Count up every line of the data in which "function" occurs. The reply is one number and nothing more.

____ Input material

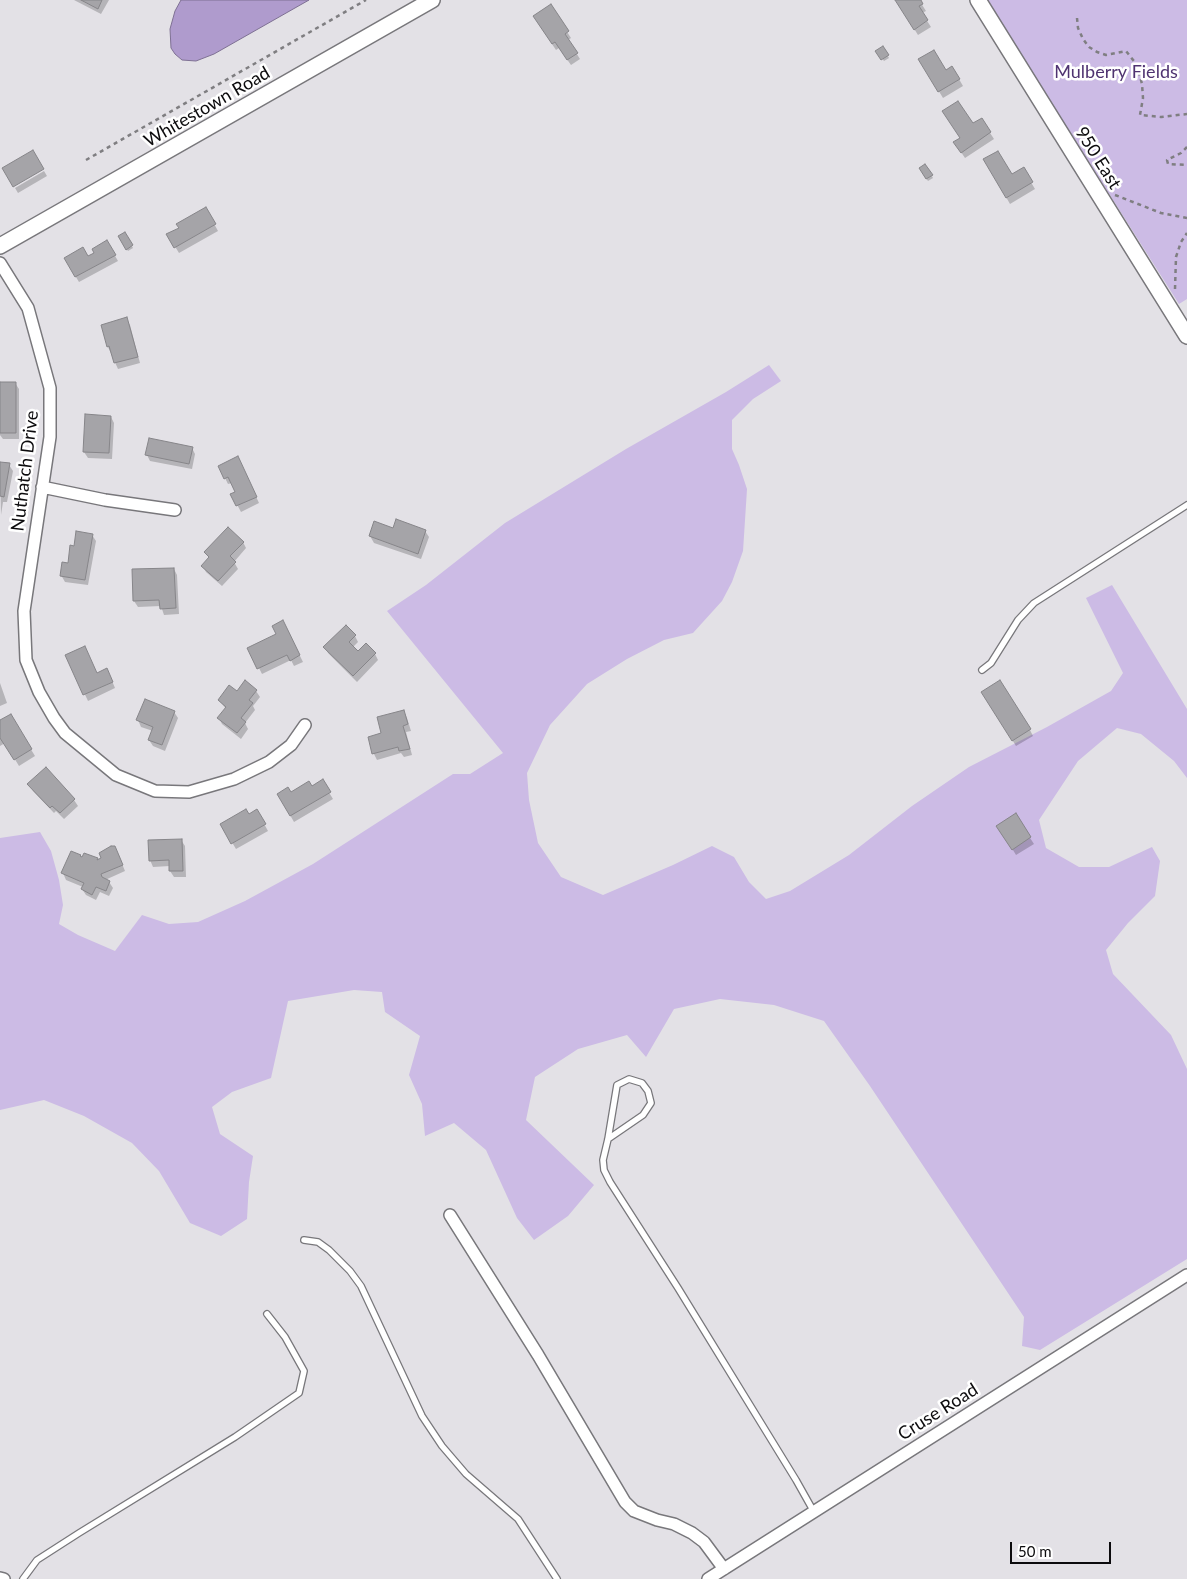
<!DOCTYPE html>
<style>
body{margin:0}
#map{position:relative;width:1187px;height:1579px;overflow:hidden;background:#e3e1e6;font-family:Lato,sans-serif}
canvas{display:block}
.scale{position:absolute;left:1010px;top:1542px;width:101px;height:22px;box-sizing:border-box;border:2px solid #0c0b0d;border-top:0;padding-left:6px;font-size:15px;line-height:18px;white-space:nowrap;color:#0c0b0d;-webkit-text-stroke:4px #fff;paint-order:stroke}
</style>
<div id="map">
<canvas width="1187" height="1579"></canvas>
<div class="scale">50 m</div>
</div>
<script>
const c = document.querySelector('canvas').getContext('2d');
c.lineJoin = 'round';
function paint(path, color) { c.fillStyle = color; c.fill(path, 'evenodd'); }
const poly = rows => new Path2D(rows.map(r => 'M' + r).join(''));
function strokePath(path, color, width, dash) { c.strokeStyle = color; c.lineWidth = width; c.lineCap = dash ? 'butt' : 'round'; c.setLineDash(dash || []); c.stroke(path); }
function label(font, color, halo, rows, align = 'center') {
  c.font = font + ' Lato,sans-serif'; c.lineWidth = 5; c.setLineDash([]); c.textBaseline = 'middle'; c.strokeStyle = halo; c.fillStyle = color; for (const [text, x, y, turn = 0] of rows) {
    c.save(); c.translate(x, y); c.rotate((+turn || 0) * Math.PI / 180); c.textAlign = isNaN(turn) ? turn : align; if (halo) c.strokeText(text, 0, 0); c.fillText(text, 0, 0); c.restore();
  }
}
const green = poly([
 [986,0,1187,0,1187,299,1179,304],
 [769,365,781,381,753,399,732,420,732,449,739,465,747,489,743,551,732,582,722,601,693,633,664,640,627,659,587,684,550,725,527,773,529,800,538,843,561,877,603,895,673,865,712,846,734,857,749,882,766,899,790,891,849,855,912,806,969,767,1047,727,1111,691,1123,673,1086,598,1112,585,1187,709,1187,778,1174,761,1141,734,1117,728,1078,761,1039,820,1046,848,1079,867,1109,867,1152,847,1160,861,1155,896,1128,923,1106,950,1113,974,1171,1035,1187,1069,1187,1259,1040,1350,1022,1346,1024,1317,870,1086,824,1021,774,1005,720,999,674,1009,646,1057,627,1035,578,1049,535,1077,526,1120,594,1185,568,1216,534,1240,517,1218,486,1150,454,1123,425,1136,422,1104,409,1075,420,1036,385,1012,382,992,354,990,288,1001,271,1078,232,1092,212,1107,220,1134,253,1156,249,1182,247,1219,221,1236,190,1223,159,1171,132,1143,84,1116,44,1100,0,1110,0,838,40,832,51,851,59,880,63,905,59,924,78,935,115,951,142,915,169,924,198,922,245,901,313,864,453,774,470,774,503,753,387,611,426,585,505,523,626,449,726,392]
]);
const water = poly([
 [181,0,309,0,214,54,196,61,182,60,175,54,171,48,170,29,175,11,181,0]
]);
const shadow = poly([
 [74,0,109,0,101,14],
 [896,0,919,0,926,11,922,13,931,27,918,35],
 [550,6,571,38,568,40,580,59,571,65,559,48,556,50,538,23],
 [883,48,889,58,884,61,877,52],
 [920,60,945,71,952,67,963,86,943,98],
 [981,119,994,139,965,158,959,149,961,138,973,125],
 [985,160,1011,176,1023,169,1035,189,1010,204],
 [925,165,933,178,928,181,920,169],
 [44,171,47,176,18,193,15,188],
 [206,209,218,231,179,253,168,235,180,228],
 [125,234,133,248,128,251,119,237],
 [107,242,118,261,79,282,65,259,87,258,96,253],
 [126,319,130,325,140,363,118,369,108,347],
 [0,383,15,383,19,389,19,439,3,439,0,435],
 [111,417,114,423,112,459,88,458,84,452],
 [192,448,195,454,192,469,150,461,147,455],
 [0,463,9,465,13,471,7,502,3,502,1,515],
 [241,464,259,503,241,512,232,495,236,493,232,483,228,484,225,478],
 [394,529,425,531,429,537,421,559,374,543,370,536],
 [92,535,96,541,88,585,65,582,61,575,69,564,75,547],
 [243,542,246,548,234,562,238,569,222,586,206,572,203,566,209,558,206,552],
 [174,569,177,575,179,614,164,615,161,606,138,607,134,601],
 [286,628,303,662,294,666,291,660,262,674,259,668,277,635],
 [355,636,358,642,353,647,358,653,375,654,378,660,357,682,328,653,325,647],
 [67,656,97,674,110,676,115,688,88,701],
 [0,683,7,703,0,706],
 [256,691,260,697,253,706,255,710,245,723,248,729,241,739,222,724,219,718,226,709,219,700,237,693],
 [986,698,1030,730,1033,736,1016,746],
 [404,711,407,718,411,731,406,732,412,755,404,757,401,753,377,760,374,754,369,738,383,734],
 [174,712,178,718,165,751,153,746,149,740,153,731,141,727,138,720],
 [10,715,35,756,19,766,5,743,0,746,0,722],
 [322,781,333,799,294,822,278,794,291,794,311,787],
 [29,784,74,800,78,806,64,819,56,811,54,813,33,791],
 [257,811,268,831,236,849,221,824,248,816],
 [1015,815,1034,844,1016,855,1002,832],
 [181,840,185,846,186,877,174,877,170,871,170,866,153,867,150,860],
 [118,854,125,871,105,880,109,882,113,888,109,896,100,892,96,900,86,895,82,889,83,887,66,880,63,873,80,856,82,859,97,859,98,861]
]);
const building = poly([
 [81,0,102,0,98,9,81,0],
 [895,0,921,0,923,4,919,6,928,20,914,30,895,0],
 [551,4,569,31,565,34,578,53,567,60,555,42,552,44,533,16,551,4],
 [883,46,889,55,881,60,875,51,883,46],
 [934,50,946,70,952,66,960,79,938,92,918,59,934,50],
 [958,101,973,123,982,118,991,132,961,153,953,142,960,138,942,111,958,101],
 [33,150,44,169,13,187,2,168,33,150],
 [998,151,1012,174,1024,167,1033,182,1006,198,983,159,998,151],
 [925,164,933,175,926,179,919,168,925,164],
 [206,207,216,224,174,248,166,234,179,228,176,224,206,207],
 [125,232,133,245,126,250,118,236,125,232],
 [107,240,116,255,75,277,64,258,83,247,88,256,94,253,92,249,107,240],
 [127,317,138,357,114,363,109,346,107,347,101,325,127,317],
 [0,382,16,382,16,433,0,433,0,382],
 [85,414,111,416,109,453,83,452,85,414],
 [149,438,193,447,189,464,145,455,149,438],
 [238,456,257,497,236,506,230,494,235,492,228,477,224,479,218,466,238,456],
 [0,462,10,463,4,497,0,496,0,462],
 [396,519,426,530,418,554,369,536,374,521,393,528,396,519],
 [228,527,244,542,230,556,236,562,218,581,201,566,209,557,204,552,228,527],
 [76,531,93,534,85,580,60,576,62,562,68,563,70,545,74,546,76,531],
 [174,568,176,608,160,609,159,600,133,601,132,569,174,568],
 [283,620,300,655,290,661,287,655,257,669,247,648,276,634,272,626,283,620],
 [346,625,356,635,349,642,358,651,366,643,376,653,353,676,323,647,346,625],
 [85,646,97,673,107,668,113,682,83,695,65,655,85,646],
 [245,680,257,690,249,700,253,703,241,718,246,722,237,733,217,718,226,707,218,700,229,685,237,691,245,680],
 [1000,680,1031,729,1012,741,981,692,1000,680],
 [145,699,175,711,162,745,148,740,153,727,136,720,145,699],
 [404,710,408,724,403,726,410,749,399,751,398,747,372,754,368,737,381,733,377,717,404,710],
 [11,714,32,749,14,760,0,738,0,720,11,714],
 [46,767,75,799,60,813,52,806,50,808,27,784,46,767],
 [323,779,331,792,290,816,277,794,288,787,291,792,309,781,312,786,323,779],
 [246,809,249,814,257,809,266,824,231,844,220,824,246,809],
 [1016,813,1031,837,1012,850,996,826,1016,813],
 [182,839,183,871,169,871,169,860,149,861,148,840,182,839],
 [111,846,115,846,123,865,101,874,102,877,110,881,106,891,96,887,92,895,81,889,84,883,61,873,71,851,81,855,80,856,82,857,84,853,98,858,97,860,101,858,99,853,111,846]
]);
const path = poly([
 [1077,18,1078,28,1083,39,1089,47,1097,52,1106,55,1126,51,1137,65,1142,84,1143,98,1140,115,1161,117,1187,114],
 [1187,147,1181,153,1167,160,1168,164,1187,165],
 [86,160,366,0],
 [1115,195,1161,213,1187,218],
 [1175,289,1176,257,1181,242,1187,233]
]);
const lane = poly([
 [982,670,991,663,1018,620,1034,603,1187,505],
 [608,1139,643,1115,651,1103,648,1091,642,1083,629,1079,617,1085,608,1139,603,1160,604,1170,610,1182,678,1288,796,1480,814,1512],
 [304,1240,318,1242,329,1250,350,1271,361,1286,422,1416,442,1446,466,1474,518,1519,557,1579],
 [23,1579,37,1560,79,1533,235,1437,299,1393,304,1371,285,1337,267,1314]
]);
const street = poly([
 [0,263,28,308,50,388,50,437,24,611,26,660,39,692,54,718,65,733,116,775,155,791,189,792,234,779,269,762,291,745,305,725],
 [42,487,105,500,175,510],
 [450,1215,538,1355,625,1502,634,1511,657,1520,674,1524,692,1533,704,1542,724,1569],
 [0,1578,4,1579],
 [708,1579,1187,1275]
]);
const secondary = poly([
 [978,0,1187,336],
 [0,246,432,0]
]);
const parkNames = [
 ["Mulberry Fields",1116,72]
];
const streetNames = [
 ["Whitestown Road",207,107,-30],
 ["950 East",1098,158,58],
 ["Nuthatch Drive",25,471,-83],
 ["Cruse Road",938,1412,-32]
];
paint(green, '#ccbbe5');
paint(water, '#af9bcd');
strokePath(water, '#7e7093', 1);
paint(shadow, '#0003');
paint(building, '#a5a4a8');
strokePath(building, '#868589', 1);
strokePath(lane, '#78777b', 8);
strokePath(street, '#78777b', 14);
strokePath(secondary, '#78777b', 18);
strokePath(path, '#7f7e81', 2.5, [4, 4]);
strokePath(lane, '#fff', 5.5);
strokePath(street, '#fff', 11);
strokePath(secondary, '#fff', 15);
label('18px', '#4f3371', '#fff', parkNames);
label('18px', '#0c0b0d', '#fff', streetNames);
</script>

________

__Task response__
3